Securing the Digital World

Recommendations for Zero Trust

Oct 28, 2021 | by SecurID Blog |
Woman in security operations center looking at a computer

During Cybersecurity Awareness Month, SecurID will highlight insights and best practices to help all businesses and users do their part to protect themselves, secure remote work, and “#BeCyberSmart.”

In 2020, the pandemic forced a rapid pivot to remote work, and companies around the world had to play catchup with their cybersecurity initiatives. What many didn't foresee was that this was more than a short-term adaptation. Today, with more than a year of remote work under their belts, increasing numbers of white-collar workers expect to work remotely at least some of the time—from the kitchen table or on the road, on any device they choose.

Because of this change, many organizations are making the shift to permanent remote or hybrid work, where employees are working from outside the traditional security of corporate networks at least part of the time. And while many of these organizations have relied on cloud-based services operating from beyond established network perimeters for years, the mainstreaming of hybrid and remote work has put the need to support—and secure—remote work at the forefront of security concerns.

That shift has pushed security teams to ensure that users can work from anywhere and on any device. But that’s much easier said than done, especially in a hybrid environment: Gartner predicts that by the end of 2021 there will be 25 billion devices connected around the world. And for many of them, traditional security tools no longer offer adequate protection.

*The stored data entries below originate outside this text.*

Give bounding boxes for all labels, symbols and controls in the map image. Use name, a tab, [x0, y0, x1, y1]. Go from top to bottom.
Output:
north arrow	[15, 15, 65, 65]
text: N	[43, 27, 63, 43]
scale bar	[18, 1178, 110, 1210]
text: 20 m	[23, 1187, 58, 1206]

In this new world, some employees may never visit an office space and many devices may never touch a corporate resource. IT security teams will find it challenging to trust users and devices when they’re working and connecting from inherently less secure environments: an AT&T survey found that 54% of employees are “regularly using their work device for personal purposes, including sharing work equipment with family members.” The same survey found that more than a third are using their corporate devices to connect to smart home devices, speakers, fitness monitors, lighting, and kitchen appliances.

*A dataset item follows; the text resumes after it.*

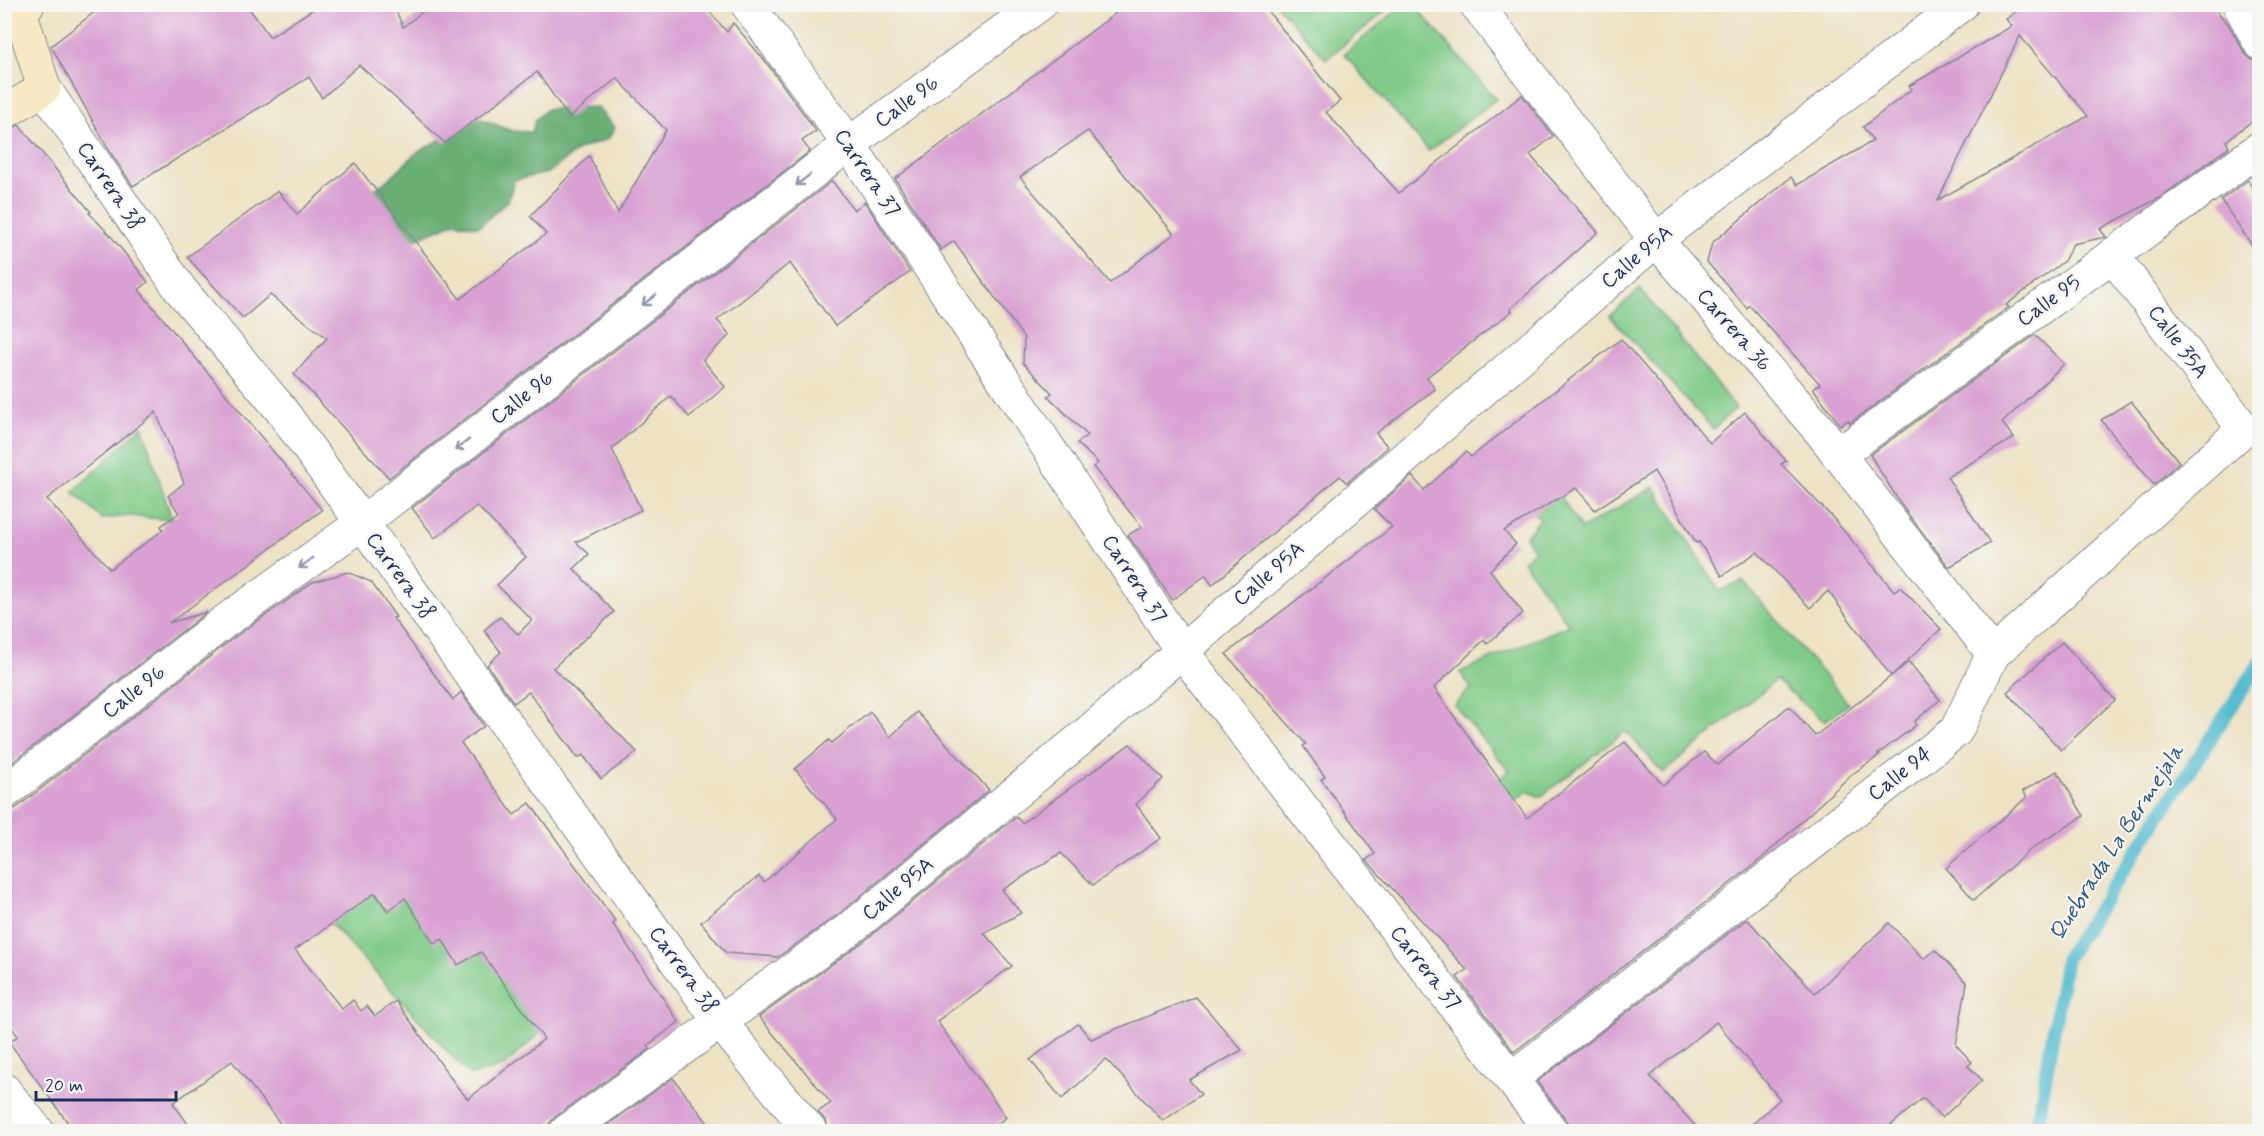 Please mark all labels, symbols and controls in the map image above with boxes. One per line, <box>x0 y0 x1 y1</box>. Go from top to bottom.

The upshot is that more connections to more unsecured devices can make it harder than ever to grant and secure appropriate access to corporate networks and resources.

Zero trust is more important than ever

Combine the move to remote work with billions of newly connected devices, and it becomes clear that the era of traditional perimeter security defenses built around internal networks has come to a close. To meet today's access and security demands, many organizations are turning to the concept of zero trust.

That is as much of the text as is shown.